Pharmacokinetics of Didanosine and Ketoconazole After Coadministration to Patients Seropositive for the Human Immunodeficiency Virus.

Autor: Knupp, Catherine A., Brater, D. Craig, Relue, Julie, Barbhaiya, Rashmi H.
Zdroj: Journal of Clinical Pharmacology; Oct1993, Vol. 33 Issue 10, p912-917, 6p
Abstrakt: The steady-state pharmacokinetics of didanosine (DDI) and ketoconazole (KET) were evaluated when the agents were administered alone or concurrently to patients seropositive for the human immunodeficiency virus. Using a randomized, three-way crossover design, multiple oral doses of DDI (375 mg twice daily for 4 days), KET (200 mg daily for 4 days) or the combination were administered under fasting conditions. When DDI and KET were coadministered, KET was given 2 hours before the morning dose of didanosine. Serial blood samples and total urine output were a collected after the administration of a final single dose on day 5 of each treatment session. Samples were analyzed using high-pressure liquid chromatography (HPLC)/ultraviolet (UV) or fluorescence methods specific for unchanged DDI (plasma and urine) or KET (plasma only). Pharmacokinetic parameters were calculated using noncompartmental methods.
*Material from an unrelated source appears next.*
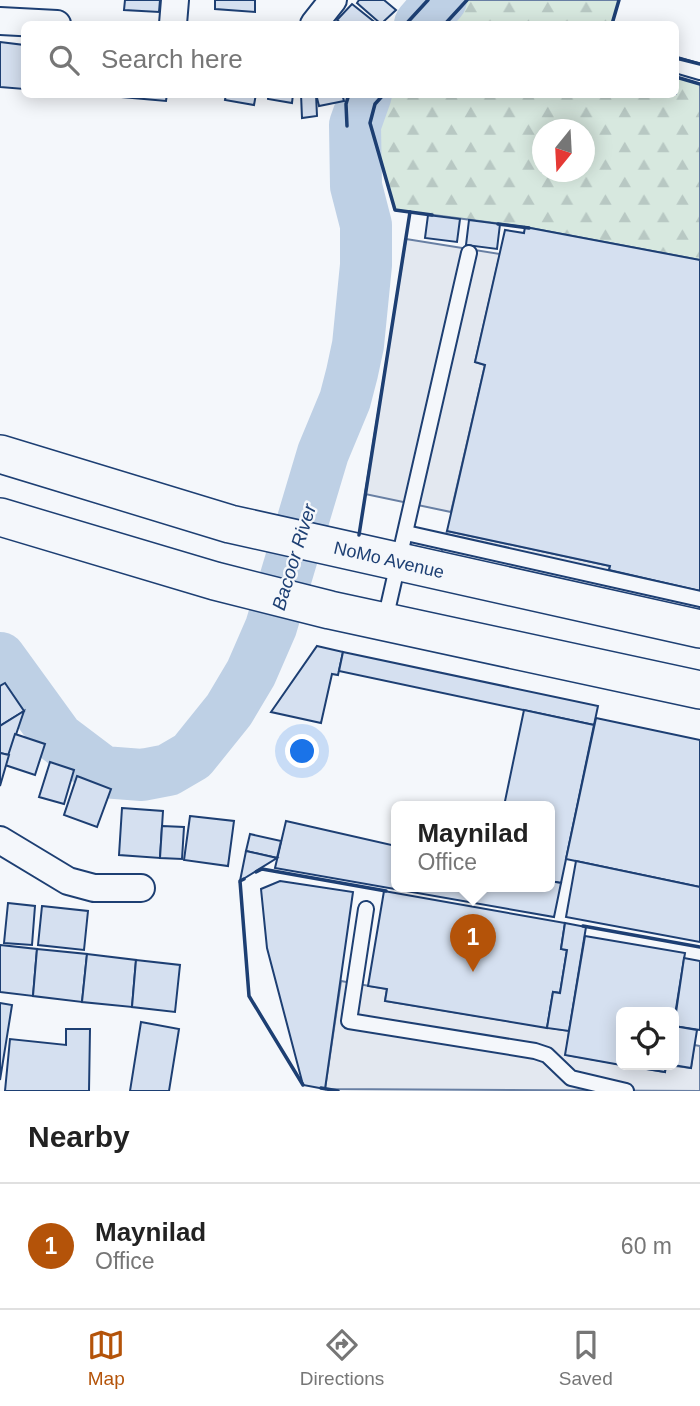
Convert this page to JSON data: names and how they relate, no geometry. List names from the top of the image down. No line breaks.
{"streets":{"main road":["NoMo Avenue"]},"water":["Bacoor River"],"north":"bottom","page":{"search":"Search here","popup":["Maynilad","Office"],"pins":"1","heading":"Nearby","list":[{"mark":"1","name":"Maynilad","note":"Office","value":"60 m"}],"nav":["Map","Directions","Saved"]}}
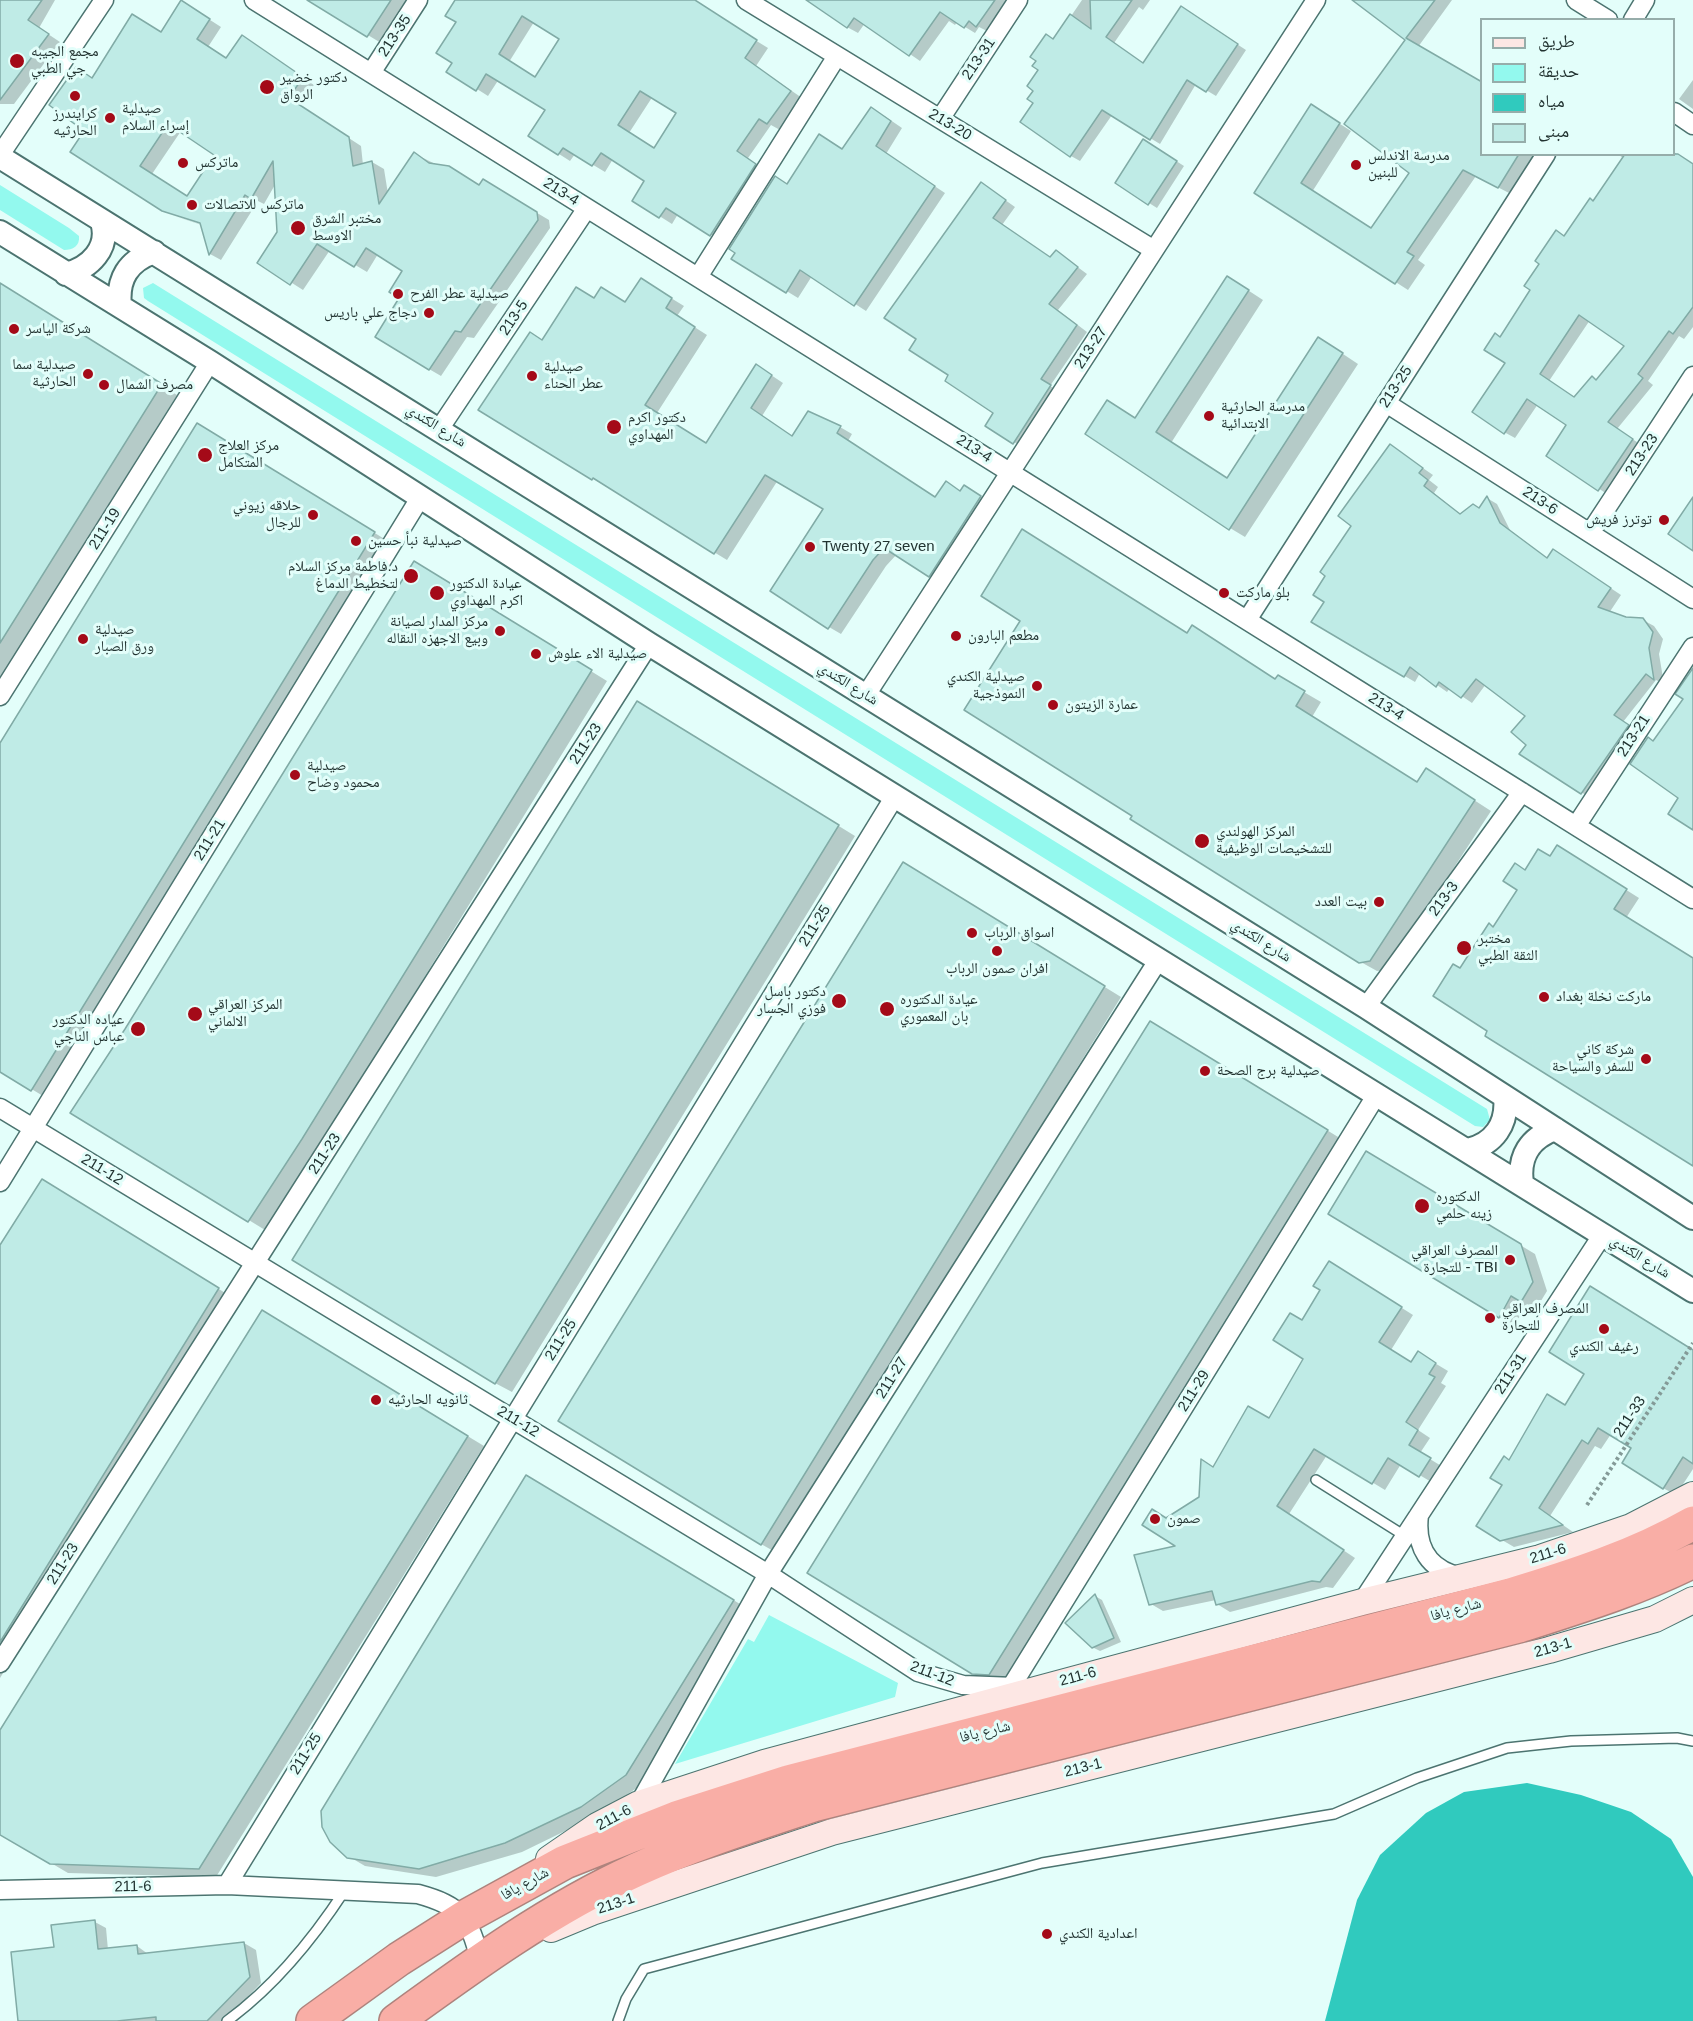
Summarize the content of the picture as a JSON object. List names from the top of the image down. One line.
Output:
{"streets":{"highway":["شارع يافا"],"main road":["211-6","213-1"],"street":["213-35","213-31","213-20","213-4","213-5","213-27","213-25","شارع الكندي","213-23","213-6","211-19","213-21","211-23","211-21","213-3","211-25","211-12","211-31","211-27","211-29"],"path":["211-33"]},"crossings":[["213-35","213-4"],["213-31","213-20"],["213-20","213-27"],["213-4","213-5"],["213-4","213-27"],["213-4","213-25"],["213-4","213-21"],["213-4","213-3"],["213-5","شارع الكندي"],["213-27","شارع الكندي"],["213-25","213-6"],["شارع الكندي","211-19"],["شارع الكندي","211-23"],["شارع الكندي","211-21"],["شارع الكندي","213-3"],["شارع الكندي","211-25"],["شارع الكندي","211-31"],["شارع الكندي","211-27"],["شارع الكندي","211-29"],["213-23","213-6"],["211-23","211-12"],["211-21","211-12"],["211-25","211-12"],["211-25","211-6"],["211-12","211-27"],["211-12","211-29"],["211-12","211-6"],["211-31","211-6"],["211-27","211-6"],["211-6","شارع يافا"],["شارع يافا","213-1"]],"places":["مجمع الجيبه جي الطبي","دكتور خضير الرواق","كرايندرز الحارثيه","صيدلية إسراء السلام","ماتركس","مدرسة الاندلس للبنين","ماتركس للاتصالات","مختبر الشرق الاوسط","صيدلية عطر الفرح","دجاج علي باريس","شركة الياسر","صيدلية سما الحارثية","صيدلية عطر الحناء","مصرف الشمال","مدرسة الحارثية الابتدائية","دكتور اكرم المهداوي","مركز العلاج المتكامل","حلاقه زيوني للرجال","توترز فريش","صيدلية نبأ حسين","Twenty 27 seven","د.فاطمة مركز السلام لتخطيط الدماغ","عيادة الدكتور اكرم المهداوي","بلو ماركت","مركز المدار لصيانة وبيع الاجهزه النقاله","مطعم البارون","صيدلية ورق الصبار","صيدلية الاء علوش","صيدلية الكندي النموذجية","عمارة الزيتون","صيدلية محمود وضاح","المركز الهولندي للتشخيصات الوظيفية","بيت العدد","اسواق الرباب","مختبر الثقة الطبي","افران صمون الرباب","ماركت نخلة بغداد","دكتور باسل فوزي الجسار","عيادة الدكتوره بان المعموري","المركز العراقي الالماني","عياده الدكتور عباس الناجي","شركة كاني للسفر والسياحة","صيدلية برج الصحة","الدكتوره زينه حلمي","المصرف العراقي للتجارة - TBI","المصرف العراقي للتجارة","رغيف الكندي","ثانويه الحارثيه","صمون","اعدادية الكندي"],"legend":["طريق","حديقة","مياه","مبنى"]}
The average DDI maximum peak plasma concentration (Cmax) value at steady state was significantly less when DDI was administered with KET (1836 ng/mh) than when DDI was administered alone (2094 ng/mL), although the magnitude of the decrease was only 12%. Didanosine area under the curve (AUC(0 - τ))for the combination (2872 hr.ng/mL) was 8% less than when DDI was given alone (3107 hr.ng/mL); the difference was not significant. There were no significant differences among the other evaluated parameters (time to reach peak concentration [tmax], half-life [t1/2], renal clearance [CLR], or urinary recovery [UR]) between the two DDI treatments. There were no significant differences among any of the pharmacokinetic parameters between the two KET treatments. It is concluded that the pharmacokinetics of DDI and KET are not affected to a clinically significant degree by coadministration of multiple oral doses of the two agents under the current study conditions. It is not necessary to alter the dosing regimen of either drug so long as KET is administered 2 hours before DDI. [ABSTRACT FROM AUTHOR]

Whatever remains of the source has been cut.